• About this exercise:
Write out, exactly as they stand, the line containing "List the street" and all subsequent lines up to and including the final line of the records.

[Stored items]
- - -

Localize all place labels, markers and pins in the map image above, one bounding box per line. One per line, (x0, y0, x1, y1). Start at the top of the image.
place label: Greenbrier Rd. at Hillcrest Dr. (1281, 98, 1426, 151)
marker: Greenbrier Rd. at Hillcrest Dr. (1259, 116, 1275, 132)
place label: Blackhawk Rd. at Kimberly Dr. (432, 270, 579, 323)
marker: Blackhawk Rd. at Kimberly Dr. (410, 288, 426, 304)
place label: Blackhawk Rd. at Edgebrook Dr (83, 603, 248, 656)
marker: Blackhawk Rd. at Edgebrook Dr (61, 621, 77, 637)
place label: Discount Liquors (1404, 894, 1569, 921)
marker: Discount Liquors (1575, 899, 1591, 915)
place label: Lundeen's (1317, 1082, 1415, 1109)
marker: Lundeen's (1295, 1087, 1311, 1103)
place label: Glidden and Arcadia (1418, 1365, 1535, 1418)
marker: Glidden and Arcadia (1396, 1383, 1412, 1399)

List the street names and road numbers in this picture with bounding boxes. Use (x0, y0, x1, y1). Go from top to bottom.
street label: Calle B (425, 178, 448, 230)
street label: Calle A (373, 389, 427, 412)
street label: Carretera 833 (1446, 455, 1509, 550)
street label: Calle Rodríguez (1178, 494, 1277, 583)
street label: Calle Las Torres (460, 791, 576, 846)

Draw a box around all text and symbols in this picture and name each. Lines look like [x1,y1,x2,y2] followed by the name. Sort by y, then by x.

- - -

• Response below:
List the street names and road numbers in this picture with bounding boxes. Use (x0, y0, x1, y1). Go from top to bottom.
street label: Calle B (425, 178, 448, 230)
street label: Calle A (373, 389, 427, 412)
street label: Carretera 833 (1446, 455, 1509, 550)
street label: Calle Rodríguez (1178, 494, 1277, 583)
street label: Calle Las Torres (460, 791, 576, 846)

Draw a box around all text and symbols in this picture and name each. Lines look like [x1,y1,x2,y2] followed by the name. Sort by y, then by x.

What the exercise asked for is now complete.